By 'Sola Fagorusi
Come with me to the Obafemi Awolowo University, OAU Ile-Ife, the one alumni and students of the school delightfully call Great Ife. Arguably one of the few universities in Nigeria where learning and culture is still prime and a great deal of quality education still rests. The story of Nigeria’s tertiary education system cannot be told without her mention; neither can the tale of students activism in Africa be recounted without due credit given to the 50-year old institution.
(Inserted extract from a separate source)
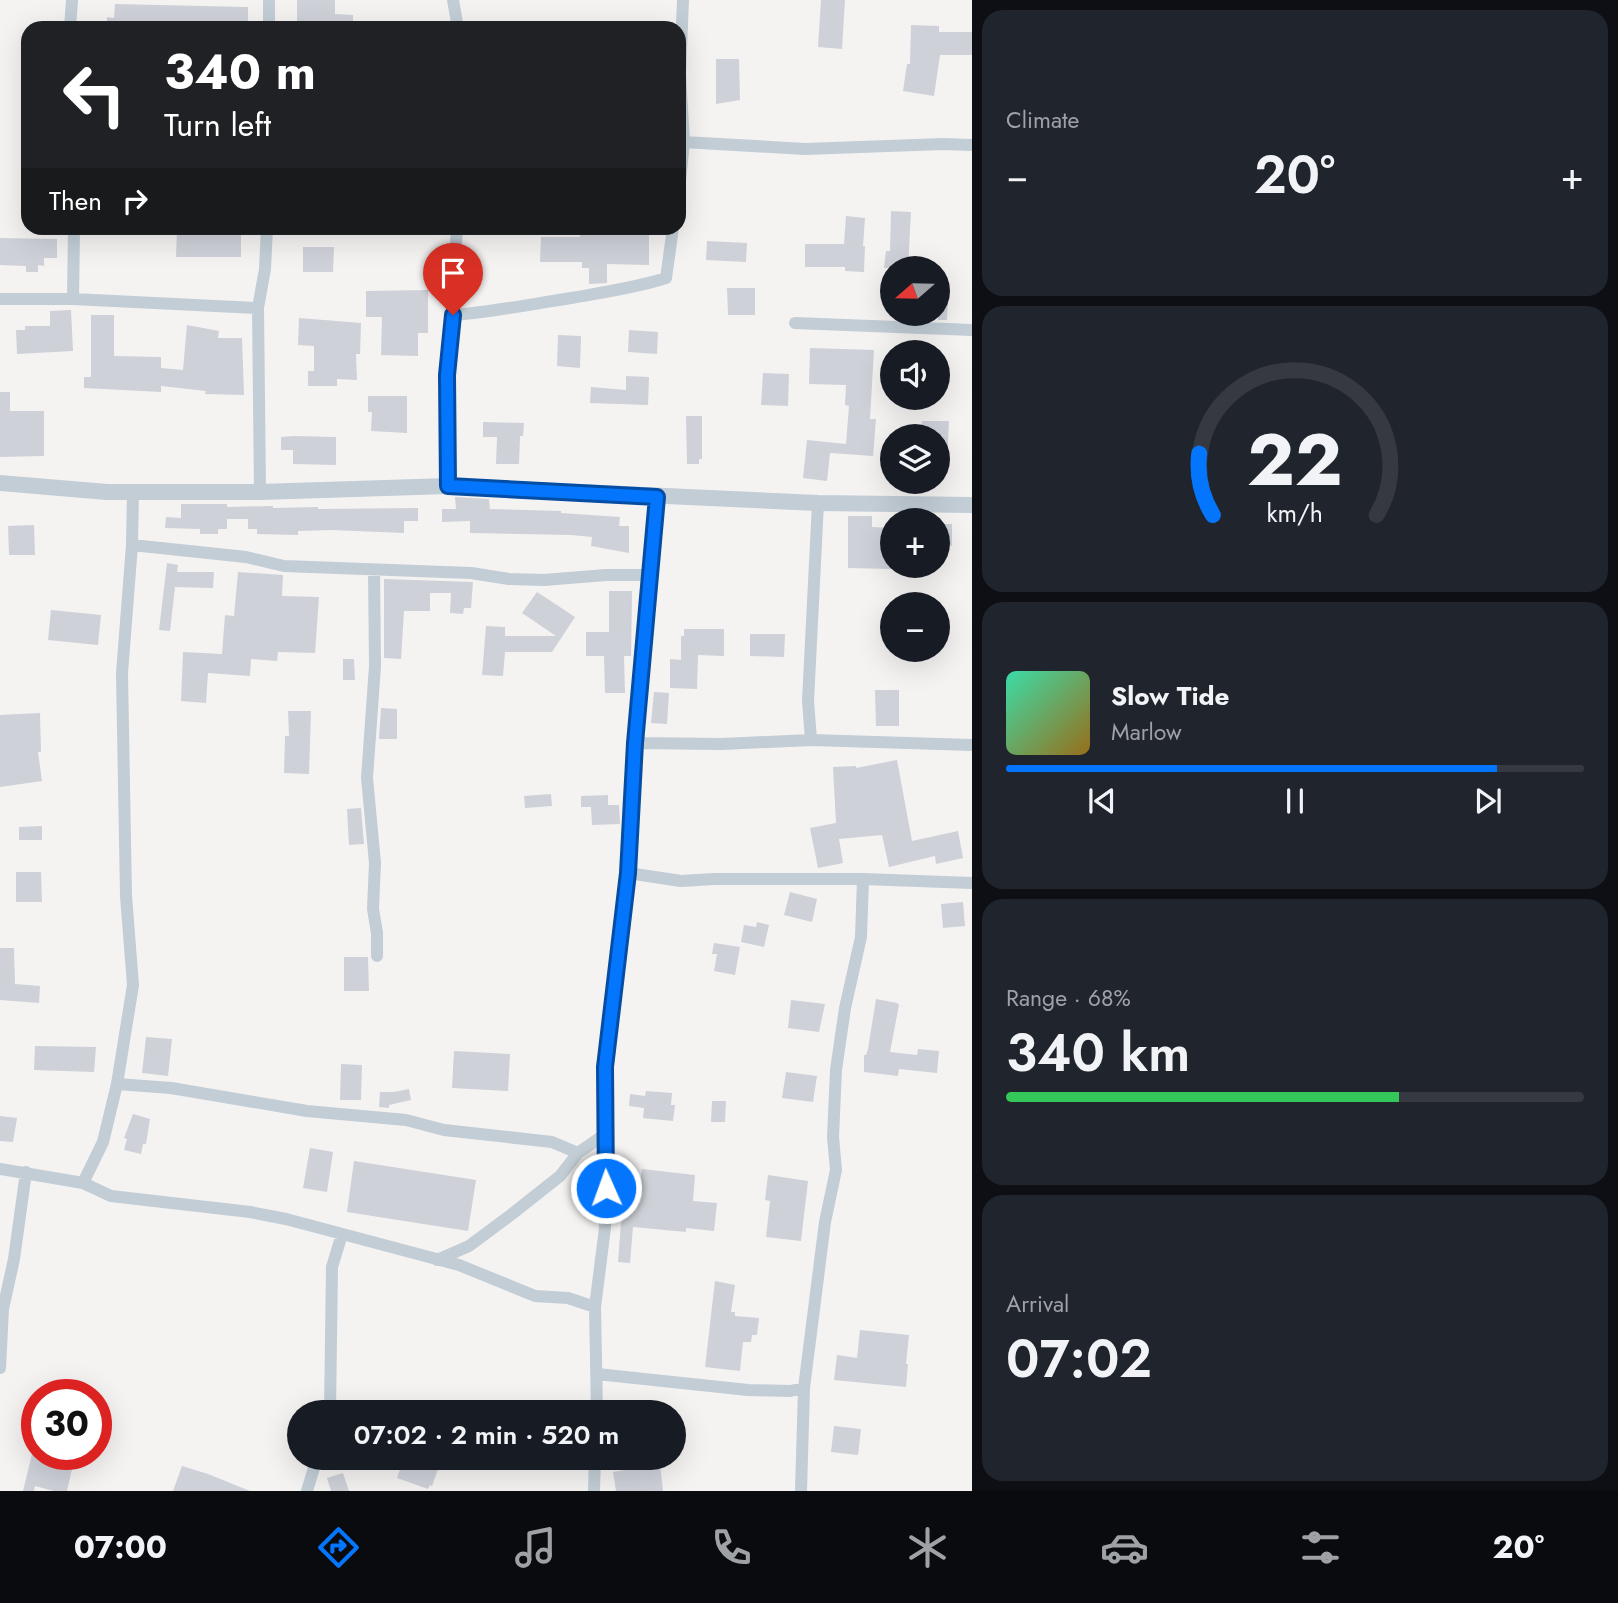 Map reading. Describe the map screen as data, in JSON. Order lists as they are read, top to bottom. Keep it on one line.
{"north":"left","page":{"tile":["Climate",["Range · 68%","340 km"],["Arrival","07:02"]],"turn":["340 m","Turn left"],"heat":["−","20°","+"],"then":"Then","map_buttons":["+","−"],"song":["Slow Tide","Marlow"],"limit":"30","trip":"07:02 · 2 min · 520 m","tabs":["07:00","20°"],"gauge":["22","km/h"]}}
From Professor Wande Abimbola to Professor Roger Makanjuola - both former Vice Chancellors - to Dr. Dipo Fashina, the former chair of the Academic Staff Union of Universities and a number of others, many of the lecturers of the university can hold their own anywhere in the world. With OAU as their platform, they have confidently managed to impact the country, nay the continent. OAU is like an organic fertiliser site - it is rich with stories of the past and the present.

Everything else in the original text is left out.